*WORK REQUEST:* Exactly as written, transcribe each record below.

*MATERIAL PROVIDED:*

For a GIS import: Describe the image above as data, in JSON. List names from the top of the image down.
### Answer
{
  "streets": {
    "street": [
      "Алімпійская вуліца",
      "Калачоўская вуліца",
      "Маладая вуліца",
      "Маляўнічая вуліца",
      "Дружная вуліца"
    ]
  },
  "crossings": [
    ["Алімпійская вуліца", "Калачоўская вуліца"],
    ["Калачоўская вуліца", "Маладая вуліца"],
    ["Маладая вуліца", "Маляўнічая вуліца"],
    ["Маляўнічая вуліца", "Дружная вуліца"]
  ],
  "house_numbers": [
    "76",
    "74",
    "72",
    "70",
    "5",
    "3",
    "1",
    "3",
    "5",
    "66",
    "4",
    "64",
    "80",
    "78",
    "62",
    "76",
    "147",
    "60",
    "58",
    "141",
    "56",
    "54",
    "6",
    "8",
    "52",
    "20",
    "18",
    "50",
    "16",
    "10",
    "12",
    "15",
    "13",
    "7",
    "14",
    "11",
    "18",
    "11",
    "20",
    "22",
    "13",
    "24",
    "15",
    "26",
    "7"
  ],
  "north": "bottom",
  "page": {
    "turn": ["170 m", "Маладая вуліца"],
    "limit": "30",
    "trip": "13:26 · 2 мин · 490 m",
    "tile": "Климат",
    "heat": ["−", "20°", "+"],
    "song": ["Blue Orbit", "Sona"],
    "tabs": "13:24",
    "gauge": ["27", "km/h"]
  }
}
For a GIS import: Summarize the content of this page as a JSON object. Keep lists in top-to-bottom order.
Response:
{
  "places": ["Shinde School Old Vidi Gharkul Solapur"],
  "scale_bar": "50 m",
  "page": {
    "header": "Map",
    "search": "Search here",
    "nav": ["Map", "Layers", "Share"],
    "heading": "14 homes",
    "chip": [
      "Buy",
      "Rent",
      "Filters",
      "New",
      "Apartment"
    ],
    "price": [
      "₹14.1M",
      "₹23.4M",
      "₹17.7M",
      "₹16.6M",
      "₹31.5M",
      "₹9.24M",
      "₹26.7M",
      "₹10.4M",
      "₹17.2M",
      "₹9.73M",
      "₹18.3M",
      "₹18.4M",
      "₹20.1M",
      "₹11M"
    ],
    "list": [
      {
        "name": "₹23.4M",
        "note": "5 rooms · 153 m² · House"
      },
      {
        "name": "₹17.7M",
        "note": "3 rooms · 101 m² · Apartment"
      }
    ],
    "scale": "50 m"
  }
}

*ANSWER SPACE:*
For a GIS import: Describe the image above as data, in JSON. List names from the top of the image down.
### Answer
{
  "streets": {
    "street": [
      "Алімпійская вуліца",
      "Калачоўская вуліца",
      "Маладая вуліца",
      "Маляўнічая вуліца",
      "Дружная вуліца"
    ]
  },
  "crossings": [
    ["Алімпійская вуліца", "Калачоўская вуліца"],
    ["Калачоўская вуліца", "Маладая вуліца"],
    ["Маладая вуліца", "Маляўнічая вуліца"],
    ["Маляўнічая вуліца", "Дружная вуліца"]
  ],
  "house_numbers": [
    "76",
    "74",
    "72",
    "70",
    "5",
    "3",
    "1",
    "3",
    "5",
    "66",
    "4",
    "64",
    "80",
    "78",
    "62",
    "76",
    "147",
    "60",
    "58",
    "141",
    "56",
    "54",
    "6",
    "8",
    "52",
    "20",
    "18",
    "50",
    "16",
    "10",
    "12",
    "15",
    "13",
    "7",
    "14",
    "11",
    "18",
    "11",
    "20",
    "22",
    "13",
    "24",
    "15",
    "26",
    "7"
  ],
  "north": "bottom",
  "page": {
    "turn": ["170 m", "Маладая вуліца"],
    "limit": "30",
    "trip": "13:26 · 2 мин · 490 m",
    "tile": "Климат",
    "heat": ["−", "20°", "+"],
    "song": ["Blue Orbit", "Sona"],
    "tabs": "13:24",
    "gauge": ["27", "km/h"]
  }
}
For a GIS import: Summarize the content of this page as a JSON object. Keep lists in top-to-bottom order.
Response:
{
  "places": ["Shinde School Old Vidi Gharkul Solapur"],
  "scale_bar": "50 m",
  "page": {
    "header": "Map",
    "search": "Search here",
    "nav": ["Map", "Layers", "Share"],
    "heading": "14 homes",
    "chip": [
      "Buy",
      "Rent",
      "Filters",
      "New",
      "Apartment"
    ],
    "price": [
      "₹14.1M",
      "₹23.4M",
      "₹17.7M",
      "₹16.6M",
      "₹31.5M",
      "₹9.24M",
      "₹26.7M",
      "₹10.4M",
      "₹17.2M",
      "₹9.73M",
      "₹18.3M",
      "₹18.4M",
      "₹20.1M",
      "₹11M"
    ],
    "list": [
      {
        "name": "₹23.4M",
        "note": "5 rooms · 153 m² · House"
      },
      {
        "name": "₹17.7M",
        "note": "3 rooms · 101 m² · Apartment"
      }
    ],
    "scale": "50 m"
  }
}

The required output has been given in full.